=== Section Start ===

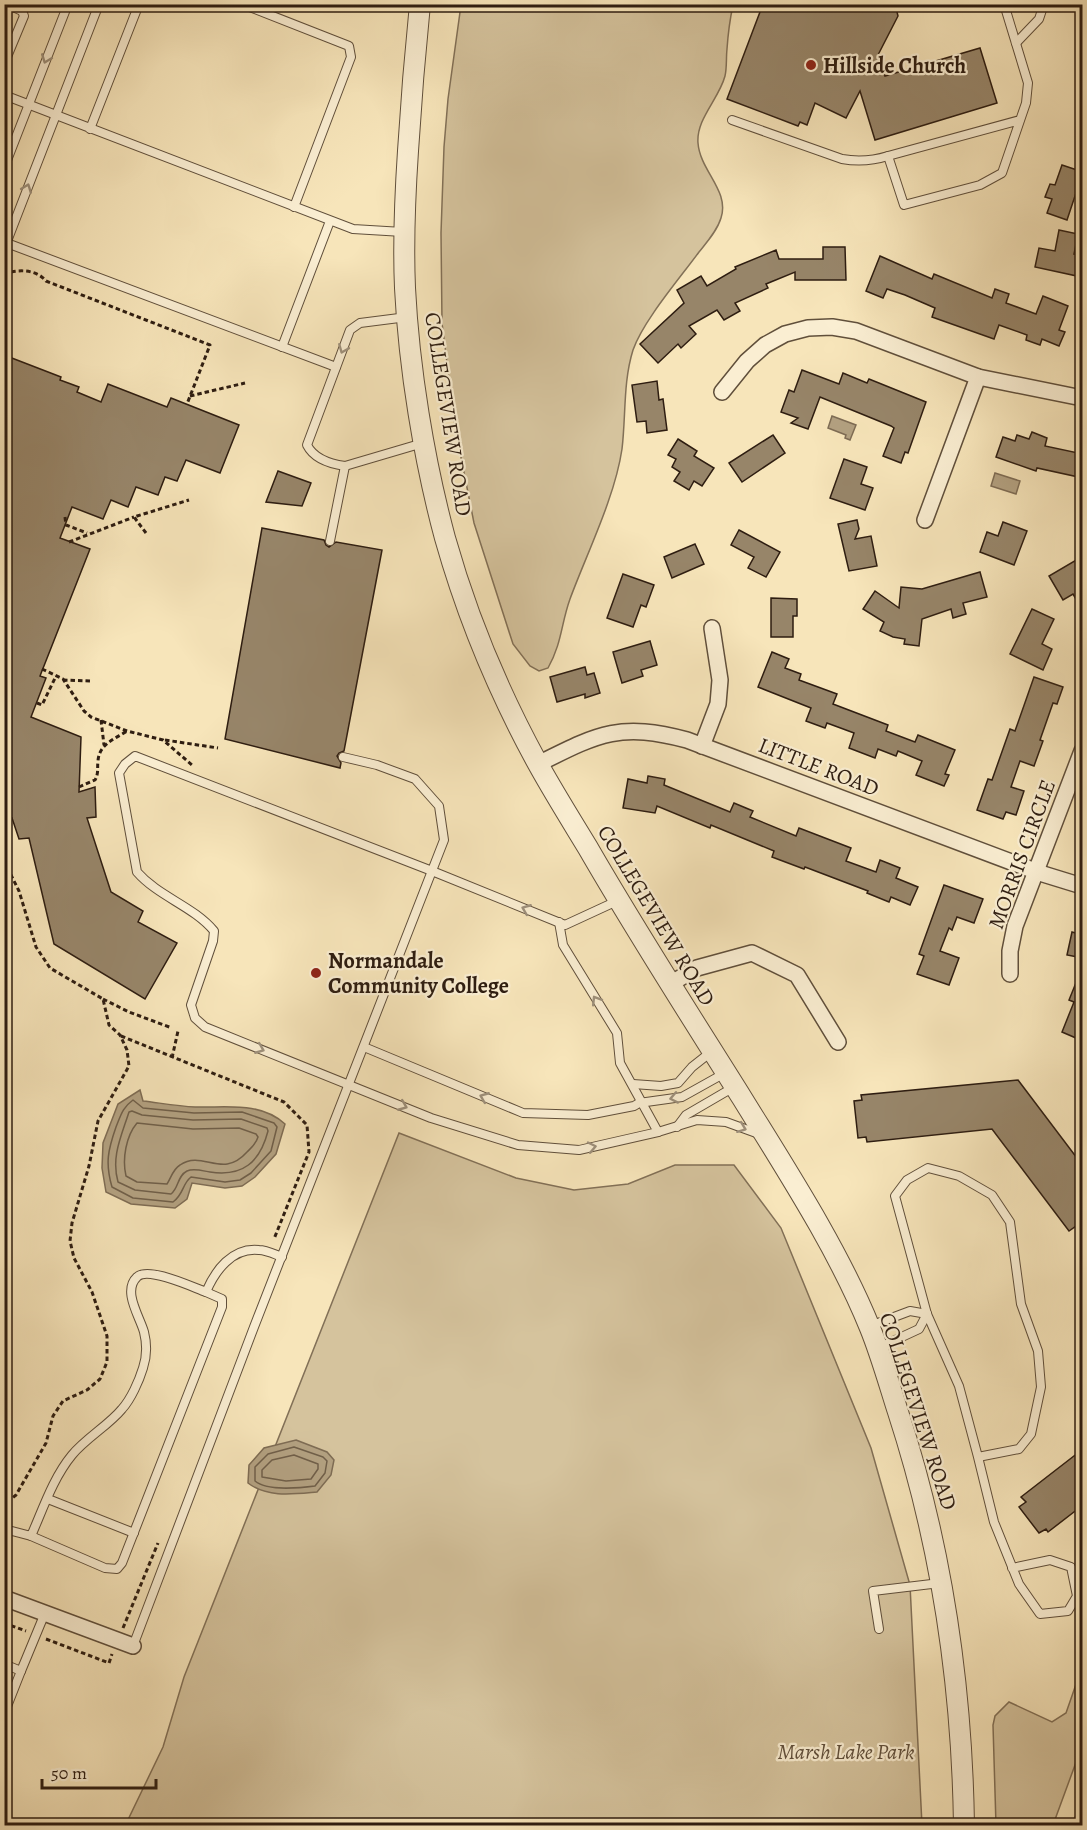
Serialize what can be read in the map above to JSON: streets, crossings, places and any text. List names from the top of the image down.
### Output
{
  "streets": {
    "street": ["COLLEGEVIEW ROAD", "LITTLE ROAD", "MORRIS CIRCLE"]
  },
  "crossings": [
    ["COLLEGEVIEW ROAD", "LITTLE ROAD"],
    ["LITTLE ROAD", "MORRIS CIRCLE"]
  ],
  "parks": ["Marsh Lake Park"],
  "places": ["Hillside Church", "Normandale Community College"],
  "scale_bar": "50 m"
}
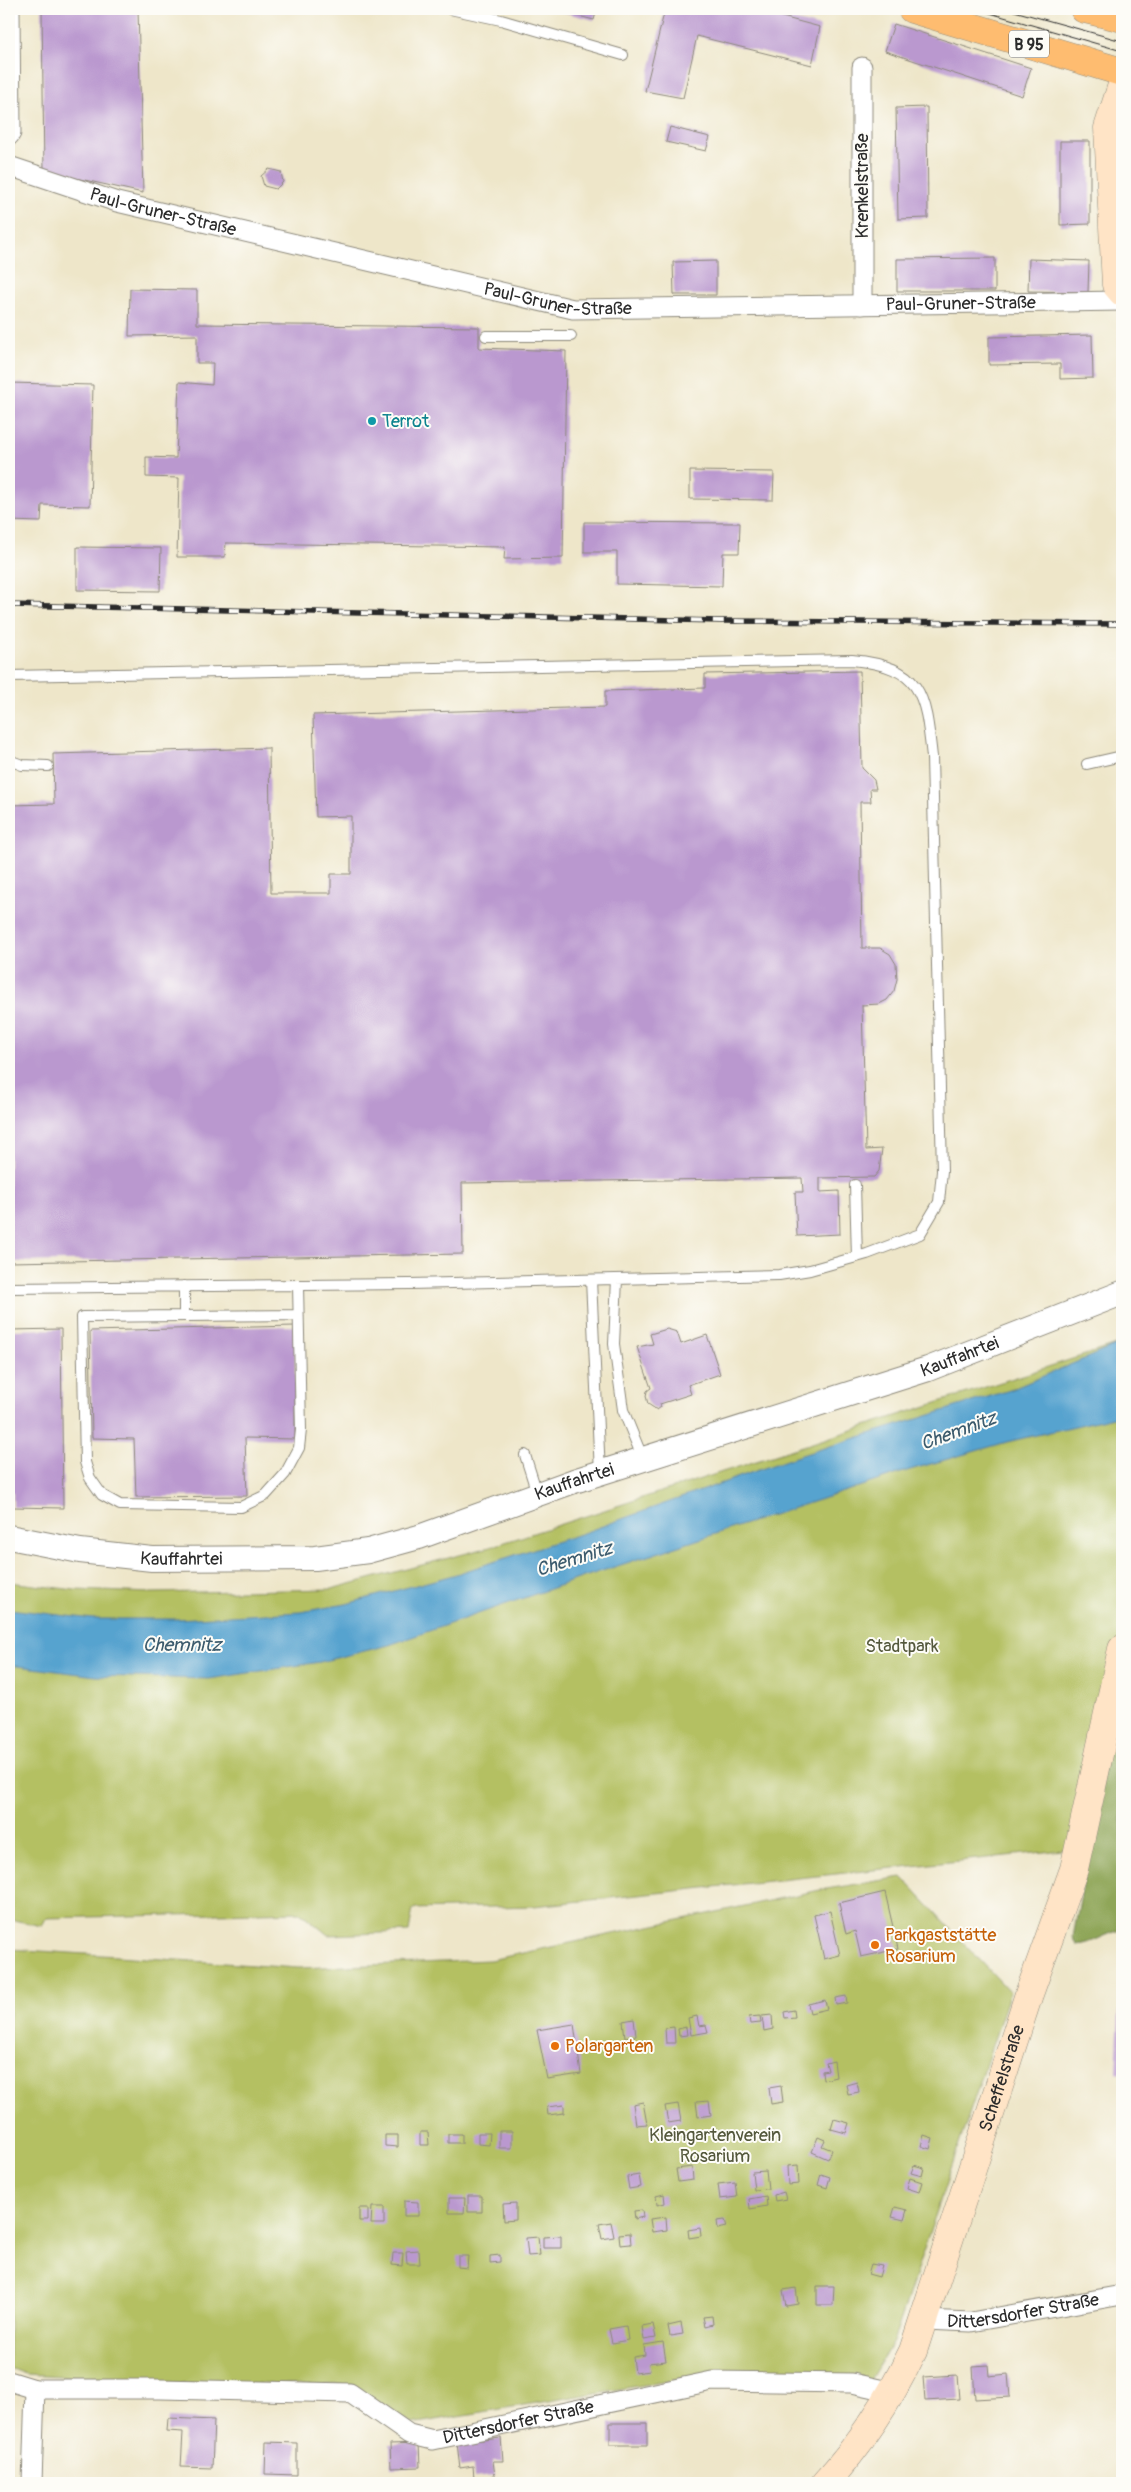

=== Section End ===

What is needed is a verbatim copy of the material, minus its pictures.

== Result below ==
Serialize what can be read in the map above to JSON: streets, crossings, places and any text. List names from the top of the image down.
### Output
{
  "streets": {
    "street": ["COLLEGEVIEW ROAD", "LITTLE ROAD", "MORRIS CIRCLE"]
  },
  "crossings": [
    ["COLLEGEVIEW ROAD", "LITTLE ROAD"],
    ["LITTLE ROAD", "MORRIS CIRCLE"]
  ],
  "parks": ["Marsh Lake Park"],
  "places": ["Hillside Church", "Normandale Community College"],
  "scale_bar": "50 m"
}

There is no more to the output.